[[ Materials provided, beginning ]]

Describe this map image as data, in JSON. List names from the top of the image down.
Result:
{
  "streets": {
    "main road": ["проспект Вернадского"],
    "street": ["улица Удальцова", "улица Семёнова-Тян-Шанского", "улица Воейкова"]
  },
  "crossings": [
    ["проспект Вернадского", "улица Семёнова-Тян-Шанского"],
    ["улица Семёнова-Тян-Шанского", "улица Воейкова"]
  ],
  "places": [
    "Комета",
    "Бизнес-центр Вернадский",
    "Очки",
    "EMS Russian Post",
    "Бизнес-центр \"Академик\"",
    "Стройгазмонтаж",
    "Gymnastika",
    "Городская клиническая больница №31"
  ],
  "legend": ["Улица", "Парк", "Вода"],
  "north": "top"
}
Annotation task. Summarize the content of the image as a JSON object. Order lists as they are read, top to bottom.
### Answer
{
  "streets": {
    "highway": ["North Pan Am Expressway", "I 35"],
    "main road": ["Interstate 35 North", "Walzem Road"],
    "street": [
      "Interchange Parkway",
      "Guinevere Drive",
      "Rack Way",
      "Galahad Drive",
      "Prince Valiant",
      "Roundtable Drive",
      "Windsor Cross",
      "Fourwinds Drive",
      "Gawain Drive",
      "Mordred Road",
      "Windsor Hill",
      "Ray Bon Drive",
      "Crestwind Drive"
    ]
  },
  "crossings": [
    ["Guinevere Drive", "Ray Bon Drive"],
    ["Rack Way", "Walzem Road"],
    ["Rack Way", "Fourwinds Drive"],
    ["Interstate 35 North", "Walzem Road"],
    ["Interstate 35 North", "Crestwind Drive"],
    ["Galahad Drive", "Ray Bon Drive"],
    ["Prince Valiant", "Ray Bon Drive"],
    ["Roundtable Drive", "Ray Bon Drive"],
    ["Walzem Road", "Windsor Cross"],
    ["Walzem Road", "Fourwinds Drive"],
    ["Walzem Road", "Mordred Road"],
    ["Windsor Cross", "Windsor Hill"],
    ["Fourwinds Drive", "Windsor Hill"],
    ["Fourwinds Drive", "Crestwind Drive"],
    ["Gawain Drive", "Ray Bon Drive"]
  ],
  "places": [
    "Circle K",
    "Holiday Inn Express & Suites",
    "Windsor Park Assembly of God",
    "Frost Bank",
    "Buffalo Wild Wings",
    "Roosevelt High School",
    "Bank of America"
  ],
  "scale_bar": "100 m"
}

[[ Materials provided, end ]]

> _Work request_
Produce an exact copy of each line from the one holding "Annotation task. Summarize" through the last line of the records, both included, and nothing more.

> _Result of the task_
Annotation task. Summarize the content of the image as a JSON object. Order lists as they are read, top to bottom.
### Answer
{
  "streets": {
    "highway": ["North Pan Am Expressway", "I 35"],
    "main road": ["Interstate 35 North", "Walzem Road"],
    "street": [
      "Interchange Parkway",
      "Guinevere Drive",
      "Rack Way",
      "Galahad Drive",
      "Prince Valiant",
      "Roundtable Drive",
      "Windsor Cross",
      "Fourwinds Drive",
      "Gawain Drive",
      "Mordred Road",
      "Windsor Hill",
      "Ray Bon Drive",
      "Crestwind Drive"
    ]
  },
  "crossings": [
    ["Guinevere Drive", "Ray Bon Drive"],
    ["Rack Way", "Walzem Road"],
    ["Rack Way", "Fourwinds Drive"],
    ["Interstate 35 North", "Walzem Road"],
    ["Interstate 35 North", "Crestwind Drive"],
    ["Galahad Drive", "Ray Bon Drive"],
    ["Prince Valiant", "Ray Bon Drive"],
    ["Roundtable Drive", "Ray Bon Drive"],
    ["Walzem Road", "Windsor Cross"],
    ["Walzem Road", "Fourwinds Drive"],
    ["Walzem Road", "Mordred Road"],
    ["Windsor Cross", "Windsor Hill"],
    ["Fourwinds Drive", "Windsor Hill"],
    ["Fourwinds Drive", "Crestwind Drive"],
    ["Gawain Drive", "Ray Bon Drive"]
  ],
  "places": [
    "Circle K",
    "Holiday Inn Express & Suites",
    "Windsor Park Assembly of God",
    "Frost Bank",
    "Buffalo Wild Wings",
    "Roosevelt High School",
    "Bank of America"
  ],
  "scale_bar": "100 m"
}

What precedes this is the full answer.